▶ Task instructions: Starting at the top of the entries below, write out each line up to and including the one containing "position:relative; width:1670px; height:354px;". Leave the pictures out.

*** Records for this exercise ***

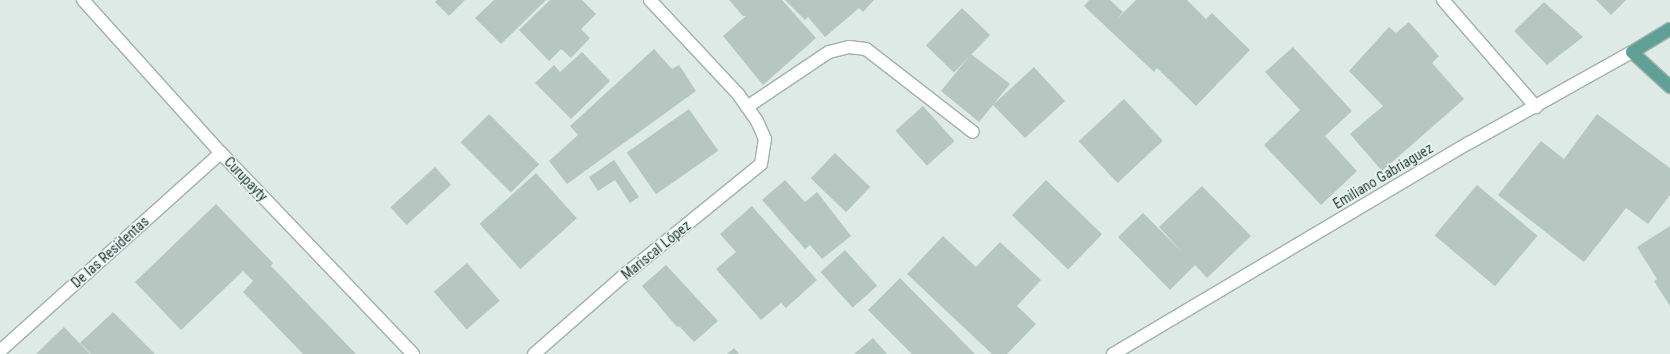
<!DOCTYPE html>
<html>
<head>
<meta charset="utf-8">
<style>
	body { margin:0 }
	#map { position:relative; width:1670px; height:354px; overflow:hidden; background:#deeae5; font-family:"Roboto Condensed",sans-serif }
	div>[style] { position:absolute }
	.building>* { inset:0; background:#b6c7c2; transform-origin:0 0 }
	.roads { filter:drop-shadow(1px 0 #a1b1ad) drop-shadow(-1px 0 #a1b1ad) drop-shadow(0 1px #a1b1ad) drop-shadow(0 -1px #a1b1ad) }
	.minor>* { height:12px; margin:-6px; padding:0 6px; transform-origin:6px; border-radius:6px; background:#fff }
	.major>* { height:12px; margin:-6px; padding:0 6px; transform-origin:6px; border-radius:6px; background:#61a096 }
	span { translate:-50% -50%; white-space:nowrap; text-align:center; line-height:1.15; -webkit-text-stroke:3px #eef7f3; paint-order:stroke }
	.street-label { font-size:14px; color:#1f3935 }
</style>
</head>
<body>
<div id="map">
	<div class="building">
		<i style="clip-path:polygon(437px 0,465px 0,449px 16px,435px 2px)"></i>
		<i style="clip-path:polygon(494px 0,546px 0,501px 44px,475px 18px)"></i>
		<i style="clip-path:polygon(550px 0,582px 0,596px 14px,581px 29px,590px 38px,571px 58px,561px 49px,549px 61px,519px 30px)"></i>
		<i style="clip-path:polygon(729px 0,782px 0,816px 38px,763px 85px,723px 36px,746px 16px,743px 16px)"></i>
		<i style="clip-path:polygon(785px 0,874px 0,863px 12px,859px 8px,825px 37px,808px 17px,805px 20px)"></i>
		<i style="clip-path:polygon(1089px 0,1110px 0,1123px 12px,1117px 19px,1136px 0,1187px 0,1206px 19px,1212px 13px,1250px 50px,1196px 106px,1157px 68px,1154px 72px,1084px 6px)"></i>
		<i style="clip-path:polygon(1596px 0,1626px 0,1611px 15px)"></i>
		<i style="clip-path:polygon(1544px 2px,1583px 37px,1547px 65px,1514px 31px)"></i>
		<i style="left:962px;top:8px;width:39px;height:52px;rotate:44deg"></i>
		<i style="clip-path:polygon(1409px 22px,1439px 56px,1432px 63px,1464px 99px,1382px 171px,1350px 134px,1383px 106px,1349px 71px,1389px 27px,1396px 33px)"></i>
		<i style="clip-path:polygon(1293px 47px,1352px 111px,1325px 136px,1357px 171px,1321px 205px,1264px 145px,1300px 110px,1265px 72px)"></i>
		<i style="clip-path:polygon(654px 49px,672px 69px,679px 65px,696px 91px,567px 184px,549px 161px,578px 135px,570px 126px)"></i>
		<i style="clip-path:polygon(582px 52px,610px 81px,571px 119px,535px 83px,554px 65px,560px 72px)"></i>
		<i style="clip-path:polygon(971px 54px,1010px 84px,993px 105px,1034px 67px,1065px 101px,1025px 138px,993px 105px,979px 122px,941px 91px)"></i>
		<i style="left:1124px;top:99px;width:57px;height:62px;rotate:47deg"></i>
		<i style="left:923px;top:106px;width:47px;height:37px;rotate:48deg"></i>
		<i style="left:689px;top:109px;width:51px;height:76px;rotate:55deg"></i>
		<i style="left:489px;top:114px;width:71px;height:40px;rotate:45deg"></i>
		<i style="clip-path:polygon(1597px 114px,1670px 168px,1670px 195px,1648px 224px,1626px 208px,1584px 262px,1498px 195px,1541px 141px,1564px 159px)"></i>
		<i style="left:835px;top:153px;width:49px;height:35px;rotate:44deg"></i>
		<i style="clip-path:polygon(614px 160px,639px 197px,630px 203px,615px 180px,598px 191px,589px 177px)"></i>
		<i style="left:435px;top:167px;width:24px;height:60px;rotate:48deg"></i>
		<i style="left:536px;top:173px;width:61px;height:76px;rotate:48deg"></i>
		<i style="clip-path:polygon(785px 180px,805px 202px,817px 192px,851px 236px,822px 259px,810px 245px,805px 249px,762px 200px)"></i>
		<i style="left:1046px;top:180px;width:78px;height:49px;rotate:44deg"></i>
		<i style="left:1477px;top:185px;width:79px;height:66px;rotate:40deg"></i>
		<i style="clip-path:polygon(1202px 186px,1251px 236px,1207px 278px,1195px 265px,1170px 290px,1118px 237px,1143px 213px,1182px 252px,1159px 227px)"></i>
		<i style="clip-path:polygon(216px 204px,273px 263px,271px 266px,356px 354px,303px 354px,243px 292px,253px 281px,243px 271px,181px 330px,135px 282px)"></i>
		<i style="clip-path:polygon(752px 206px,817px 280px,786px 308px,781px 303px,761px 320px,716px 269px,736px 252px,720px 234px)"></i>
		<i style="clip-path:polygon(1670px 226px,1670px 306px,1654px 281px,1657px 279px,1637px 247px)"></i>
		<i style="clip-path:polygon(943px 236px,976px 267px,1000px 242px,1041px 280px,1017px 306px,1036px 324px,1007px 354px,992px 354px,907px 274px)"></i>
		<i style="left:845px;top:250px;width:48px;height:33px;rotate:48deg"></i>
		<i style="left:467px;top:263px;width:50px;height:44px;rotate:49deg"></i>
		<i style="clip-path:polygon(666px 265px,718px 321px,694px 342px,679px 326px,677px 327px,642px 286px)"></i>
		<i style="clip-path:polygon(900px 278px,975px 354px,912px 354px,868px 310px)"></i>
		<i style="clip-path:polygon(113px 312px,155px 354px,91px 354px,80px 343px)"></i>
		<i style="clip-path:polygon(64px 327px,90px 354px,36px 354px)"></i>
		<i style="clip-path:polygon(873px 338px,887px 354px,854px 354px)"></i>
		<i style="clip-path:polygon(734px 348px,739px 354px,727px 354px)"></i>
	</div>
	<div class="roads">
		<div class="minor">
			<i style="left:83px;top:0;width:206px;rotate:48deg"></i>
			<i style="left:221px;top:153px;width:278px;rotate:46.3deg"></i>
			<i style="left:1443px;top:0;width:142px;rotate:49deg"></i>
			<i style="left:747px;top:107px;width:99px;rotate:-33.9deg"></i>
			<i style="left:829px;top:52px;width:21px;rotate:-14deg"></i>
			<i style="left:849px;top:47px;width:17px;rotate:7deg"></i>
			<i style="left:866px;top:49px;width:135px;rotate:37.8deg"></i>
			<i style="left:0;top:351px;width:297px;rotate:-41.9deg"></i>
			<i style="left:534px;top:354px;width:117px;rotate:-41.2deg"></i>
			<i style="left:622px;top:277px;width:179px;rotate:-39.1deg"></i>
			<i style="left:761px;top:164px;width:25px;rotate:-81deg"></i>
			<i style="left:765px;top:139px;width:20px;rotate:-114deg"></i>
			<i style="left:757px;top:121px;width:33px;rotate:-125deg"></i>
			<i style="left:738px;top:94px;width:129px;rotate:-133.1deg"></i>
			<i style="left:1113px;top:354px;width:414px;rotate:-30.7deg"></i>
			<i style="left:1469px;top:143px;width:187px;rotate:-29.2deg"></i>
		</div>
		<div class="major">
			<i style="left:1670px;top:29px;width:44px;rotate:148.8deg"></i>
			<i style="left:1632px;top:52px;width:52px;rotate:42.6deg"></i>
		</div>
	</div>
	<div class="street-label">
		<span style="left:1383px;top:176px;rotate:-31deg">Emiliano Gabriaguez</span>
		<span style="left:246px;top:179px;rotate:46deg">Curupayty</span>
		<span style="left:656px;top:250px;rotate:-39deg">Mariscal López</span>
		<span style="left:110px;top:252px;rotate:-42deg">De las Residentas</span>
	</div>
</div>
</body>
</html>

*** End of Records for this exercise ***

▶ Response to the exercise:
<!DOCTYPE html>
<html>
<head>
<meta charset="utf-8">
<style>
	body { margin:0 }
	#map { position:relative; width:1670px; height:354px; overflow:hidden; background:#deeae5; font-family:"Roboto Condensed",sans-serif }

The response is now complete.